SOURCE MATERIAL: Begin

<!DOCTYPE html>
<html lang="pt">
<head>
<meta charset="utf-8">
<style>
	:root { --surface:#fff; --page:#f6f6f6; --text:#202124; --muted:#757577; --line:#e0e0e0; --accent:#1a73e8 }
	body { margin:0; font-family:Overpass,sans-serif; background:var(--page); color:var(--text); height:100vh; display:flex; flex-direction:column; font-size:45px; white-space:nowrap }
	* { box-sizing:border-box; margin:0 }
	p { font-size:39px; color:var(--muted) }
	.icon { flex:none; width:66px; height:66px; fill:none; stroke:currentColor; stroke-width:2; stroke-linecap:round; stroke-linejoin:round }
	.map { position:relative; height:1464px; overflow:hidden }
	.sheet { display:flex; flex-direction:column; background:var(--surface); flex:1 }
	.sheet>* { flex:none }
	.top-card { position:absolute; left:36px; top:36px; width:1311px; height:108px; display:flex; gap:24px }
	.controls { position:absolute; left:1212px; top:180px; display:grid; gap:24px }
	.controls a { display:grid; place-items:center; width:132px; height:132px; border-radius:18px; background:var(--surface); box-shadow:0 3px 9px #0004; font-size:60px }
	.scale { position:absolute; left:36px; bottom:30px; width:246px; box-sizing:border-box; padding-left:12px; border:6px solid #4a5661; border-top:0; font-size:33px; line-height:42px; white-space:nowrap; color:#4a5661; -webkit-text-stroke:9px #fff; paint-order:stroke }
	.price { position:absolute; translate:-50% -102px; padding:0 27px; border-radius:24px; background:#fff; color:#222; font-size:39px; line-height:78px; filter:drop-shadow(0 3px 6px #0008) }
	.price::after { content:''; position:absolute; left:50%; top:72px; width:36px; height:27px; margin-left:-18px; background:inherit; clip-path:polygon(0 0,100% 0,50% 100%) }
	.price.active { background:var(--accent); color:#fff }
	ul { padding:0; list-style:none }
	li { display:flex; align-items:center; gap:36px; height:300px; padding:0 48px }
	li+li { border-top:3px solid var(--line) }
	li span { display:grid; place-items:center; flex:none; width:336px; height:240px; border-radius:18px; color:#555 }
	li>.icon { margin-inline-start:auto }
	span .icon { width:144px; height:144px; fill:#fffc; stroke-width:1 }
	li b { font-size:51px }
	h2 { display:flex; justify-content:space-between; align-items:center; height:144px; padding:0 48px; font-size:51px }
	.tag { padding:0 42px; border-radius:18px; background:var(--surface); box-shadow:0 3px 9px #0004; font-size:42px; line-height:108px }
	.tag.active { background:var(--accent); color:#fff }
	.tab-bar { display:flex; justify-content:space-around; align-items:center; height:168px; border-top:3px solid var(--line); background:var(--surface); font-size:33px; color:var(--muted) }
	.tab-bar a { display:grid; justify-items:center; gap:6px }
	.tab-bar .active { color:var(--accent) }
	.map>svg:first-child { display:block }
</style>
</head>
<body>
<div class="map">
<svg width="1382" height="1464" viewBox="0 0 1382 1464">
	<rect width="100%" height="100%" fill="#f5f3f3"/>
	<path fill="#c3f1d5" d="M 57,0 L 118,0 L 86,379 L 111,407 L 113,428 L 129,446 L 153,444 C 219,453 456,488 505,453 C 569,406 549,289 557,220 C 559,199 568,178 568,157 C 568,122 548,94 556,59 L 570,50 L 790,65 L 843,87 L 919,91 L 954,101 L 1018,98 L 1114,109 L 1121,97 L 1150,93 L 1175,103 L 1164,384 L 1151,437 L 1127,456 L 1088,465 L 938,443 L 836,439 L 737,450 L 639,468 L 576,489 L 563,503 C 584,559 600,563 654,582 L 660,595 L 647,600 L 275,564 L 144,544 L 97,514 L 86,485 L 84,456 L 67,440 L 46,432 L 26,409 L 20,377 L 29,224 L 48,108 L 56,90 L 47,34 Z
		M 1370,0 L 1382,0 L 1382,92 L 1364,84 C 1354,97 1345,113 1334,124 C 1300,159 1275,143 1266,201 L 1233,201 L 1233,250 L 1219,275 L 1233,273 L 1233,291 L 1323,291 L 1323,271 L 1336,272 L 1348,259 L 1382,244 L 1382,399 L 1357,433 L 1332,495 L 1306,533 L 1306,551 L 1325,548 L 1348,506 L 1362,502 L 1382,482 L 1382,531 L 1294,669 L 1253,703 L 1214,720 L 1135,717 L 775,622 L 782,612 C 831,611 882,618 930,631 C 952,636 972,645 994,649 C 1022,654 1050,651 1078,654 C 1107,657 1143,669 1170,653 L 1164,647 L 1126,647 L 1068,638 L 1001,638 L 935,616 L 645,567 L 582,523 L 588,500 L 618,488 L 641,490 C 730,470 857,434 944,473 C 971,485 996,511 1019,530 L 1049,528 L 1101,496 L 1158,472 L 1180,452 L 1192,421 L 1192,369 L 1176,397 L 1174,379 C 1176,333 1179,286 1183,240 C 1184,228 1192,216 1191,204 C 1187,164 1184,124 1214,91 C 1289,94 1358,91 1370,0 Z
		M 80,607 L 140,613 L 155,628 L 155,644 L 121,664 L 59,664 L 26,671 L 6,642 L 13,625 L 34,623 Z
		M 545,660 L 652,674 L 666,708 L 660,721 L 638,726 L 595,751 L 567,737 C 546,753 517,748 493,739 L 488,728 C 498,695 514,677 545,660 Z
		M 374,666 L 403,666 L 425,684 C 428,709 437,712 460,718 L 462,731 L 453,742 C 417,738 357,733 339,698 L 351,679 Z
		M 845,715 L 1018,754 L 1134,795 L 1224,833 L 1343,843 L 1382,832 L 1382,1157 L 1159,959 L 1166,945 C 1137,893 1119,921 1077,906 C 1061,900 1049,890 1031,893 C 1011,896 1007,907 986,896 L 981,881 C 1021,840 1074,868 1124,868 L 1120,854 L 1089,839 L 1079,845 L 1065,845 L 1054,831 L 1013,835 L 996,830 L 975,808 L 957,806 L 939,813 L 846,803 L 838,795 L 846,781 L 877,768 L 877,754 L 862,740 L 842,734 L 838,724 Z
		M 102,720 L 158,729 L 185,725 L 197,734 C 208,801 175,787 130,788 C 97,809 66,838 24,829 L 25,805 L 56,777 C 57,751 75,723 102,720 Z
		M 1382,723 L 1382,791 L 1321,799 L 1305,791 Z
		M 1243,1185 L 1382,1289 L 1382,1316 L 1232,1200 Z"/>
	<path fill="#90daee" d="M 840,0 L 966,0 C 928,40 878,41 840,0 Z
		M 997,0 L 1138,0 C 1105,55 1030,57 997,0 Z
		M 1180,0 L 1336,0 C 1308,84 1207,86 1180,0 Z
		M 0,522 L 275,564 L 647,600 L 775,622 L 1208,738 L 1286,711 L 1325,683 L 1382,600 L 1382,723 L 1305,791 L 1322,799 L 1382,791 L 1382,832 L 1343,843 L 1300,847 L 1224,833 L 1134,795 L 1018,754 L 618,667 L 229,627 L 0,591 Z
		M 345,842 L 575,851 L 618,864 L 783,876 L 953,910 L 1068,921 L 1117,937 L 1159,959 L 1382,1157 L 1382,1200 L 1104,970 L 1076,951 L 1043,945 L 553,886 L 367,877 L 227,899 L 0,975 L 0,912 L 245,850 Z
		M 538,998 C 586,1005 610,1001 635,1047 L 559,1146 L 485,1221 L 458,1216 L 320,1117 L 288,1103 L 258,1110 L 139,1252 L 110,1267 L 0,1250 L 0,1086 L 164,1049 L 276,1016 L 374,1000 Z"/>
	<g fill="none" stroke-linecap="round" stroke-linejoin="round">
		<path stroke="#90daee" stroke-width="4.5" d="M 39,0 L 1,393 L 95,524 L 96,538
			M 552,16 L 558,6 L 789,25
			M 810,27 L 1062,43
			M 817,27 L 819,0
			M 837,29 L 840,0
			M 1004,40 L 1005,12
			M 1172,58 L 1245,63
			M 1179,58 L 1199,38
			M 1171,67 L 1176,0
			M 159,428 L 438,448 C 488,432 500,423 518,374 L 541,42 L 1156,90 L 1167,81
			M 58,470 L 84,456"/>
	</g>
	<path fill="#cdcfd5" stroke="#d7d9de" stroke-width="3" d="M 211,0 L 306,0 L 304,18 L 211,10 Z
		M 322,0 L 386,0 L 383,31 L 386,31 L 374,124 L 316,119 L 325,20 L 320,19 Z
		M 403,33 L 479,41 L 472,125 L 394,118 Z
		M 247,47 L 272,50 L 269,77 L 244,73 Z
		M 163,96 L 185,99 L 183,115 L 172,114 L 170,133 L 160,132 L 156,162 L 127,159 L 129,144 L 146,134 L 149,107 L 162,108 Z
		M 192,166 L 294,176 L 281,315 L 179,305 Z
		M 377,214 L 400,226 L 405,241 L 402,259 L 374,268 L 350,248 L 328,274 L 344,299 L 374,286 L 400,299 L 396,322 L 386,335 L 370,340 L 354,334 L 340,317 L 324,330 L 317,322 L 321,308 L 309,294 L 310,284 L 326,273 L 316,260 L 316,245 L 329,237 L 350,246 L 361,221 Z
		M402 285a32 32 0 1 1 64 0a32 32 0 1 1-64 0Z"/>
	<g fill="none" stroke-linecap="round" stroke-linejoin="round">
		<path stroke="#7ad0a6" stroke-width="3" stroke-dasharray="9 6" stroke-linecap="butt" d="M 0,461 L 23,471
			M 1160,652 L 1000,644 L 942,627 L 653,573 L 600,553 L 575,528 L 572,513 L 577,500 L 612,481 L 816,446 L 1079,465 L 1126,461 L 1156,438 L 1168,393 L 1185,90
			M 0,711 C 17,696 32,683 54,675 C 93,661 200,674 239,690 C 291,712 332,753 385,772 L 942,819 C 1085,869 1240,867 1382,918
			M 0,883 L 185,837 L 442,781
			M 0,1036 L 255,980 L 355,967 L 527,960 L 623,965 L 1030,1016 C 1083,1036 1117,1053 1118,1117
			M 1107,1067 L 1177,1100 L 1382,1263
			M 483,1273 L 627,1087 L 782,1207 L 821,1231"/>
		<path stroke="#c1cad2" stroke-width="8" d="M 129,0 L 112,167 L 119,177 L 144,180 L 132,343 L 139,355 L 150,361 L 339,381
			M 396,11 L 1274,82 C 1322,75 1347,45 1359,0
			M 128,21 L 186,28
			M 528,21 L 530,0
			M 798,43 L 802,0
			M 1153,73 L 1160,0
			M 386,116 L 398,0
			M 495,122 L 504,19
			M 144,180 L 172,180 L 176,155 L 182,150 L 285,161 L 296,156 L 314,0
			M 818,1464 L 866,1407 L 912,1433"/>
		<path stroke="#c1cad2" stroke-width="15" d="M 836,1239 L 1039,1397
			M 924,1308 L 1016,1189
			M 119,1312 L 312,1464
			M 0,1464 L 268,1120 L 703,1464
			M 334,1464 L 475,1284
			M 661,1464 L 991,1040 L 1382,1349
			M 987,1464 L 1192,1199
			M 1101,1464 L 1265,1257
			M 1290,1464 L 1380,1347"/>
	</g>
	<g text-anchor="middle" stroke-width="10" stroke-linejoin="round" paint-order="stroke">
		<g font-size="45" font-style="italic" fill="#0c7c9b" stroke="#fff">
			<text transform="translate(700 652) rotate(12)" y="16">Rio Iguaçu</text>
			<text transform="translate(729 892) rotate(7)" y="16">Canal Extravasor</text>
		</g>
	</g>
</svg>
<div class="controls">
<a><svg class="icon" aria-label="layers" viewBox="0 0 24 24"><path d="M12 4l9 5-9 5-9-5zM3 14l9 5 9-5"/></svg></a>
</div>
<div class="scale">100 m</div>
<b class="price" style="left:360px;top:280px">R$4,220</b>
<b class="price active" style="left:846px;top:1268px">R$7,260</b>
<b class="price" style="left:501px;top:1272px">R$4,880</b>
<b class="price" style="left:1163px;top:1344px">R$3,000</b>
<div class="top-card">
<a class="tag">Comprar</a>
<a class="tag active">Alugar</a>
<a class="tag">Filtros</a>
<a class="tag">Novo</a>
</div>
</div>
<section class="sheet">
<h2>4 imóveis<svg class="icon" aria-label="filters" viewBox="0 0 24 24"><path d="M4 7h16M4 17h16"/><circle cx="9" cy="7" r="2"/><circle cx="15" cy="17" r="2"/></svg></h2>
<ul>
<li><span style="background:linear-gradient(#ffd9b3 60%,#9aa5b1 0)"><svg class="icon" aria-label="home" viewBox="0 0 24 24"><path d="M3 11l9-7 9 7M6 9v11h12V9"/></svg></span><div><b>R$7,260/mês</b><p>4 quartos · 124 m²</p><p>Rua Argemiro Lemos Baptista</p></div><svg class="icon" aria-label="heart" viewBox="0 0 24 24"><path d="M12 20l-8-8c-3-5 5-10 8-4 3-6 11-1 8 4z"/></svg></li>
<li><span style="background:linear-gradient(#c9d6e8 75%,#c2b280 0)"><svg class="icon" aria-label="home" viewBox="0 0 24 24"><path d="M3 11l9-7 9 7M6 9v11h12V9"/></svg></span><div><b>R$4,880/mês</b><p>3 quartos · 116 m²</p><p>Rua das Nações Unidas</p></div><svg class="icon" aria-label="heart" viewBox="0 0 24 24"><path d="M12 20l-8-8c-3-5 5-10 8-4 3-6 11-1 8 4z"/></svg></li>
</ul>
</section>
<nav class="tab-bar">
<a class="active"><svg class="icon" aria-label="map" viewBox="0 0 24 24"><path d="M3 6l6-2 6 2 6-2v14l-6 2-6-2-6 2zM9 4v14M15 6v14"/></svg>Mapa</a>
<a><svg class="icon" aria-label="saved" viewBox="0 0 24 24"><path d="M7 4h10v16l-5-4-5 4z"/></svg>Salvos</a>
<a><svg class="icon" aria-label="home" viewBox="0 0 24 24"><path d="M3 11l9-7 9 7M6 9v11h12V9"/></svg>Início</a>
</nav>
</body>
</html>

SOURCE MATERIAL: End

Find the lines above that contain the word "margin" and collect them.

	body { margin:0; font-family:Overpass,sans-serif; background:var(--page); color:var(--text); height:100vh; display:flex; flex-direction:column; font-size:45px; white-space:nowrap }
	* { box-sizing:border-box; margin:0 }
	.price::after { content:''; position:absolute; left:50%; top:72px; width:36px; height:27px; margin-left:-18px; background:inherit; clip-path:polygon(0 0,100% 0,50% 100%) }
	li>.icon { margin-inline-start:auto }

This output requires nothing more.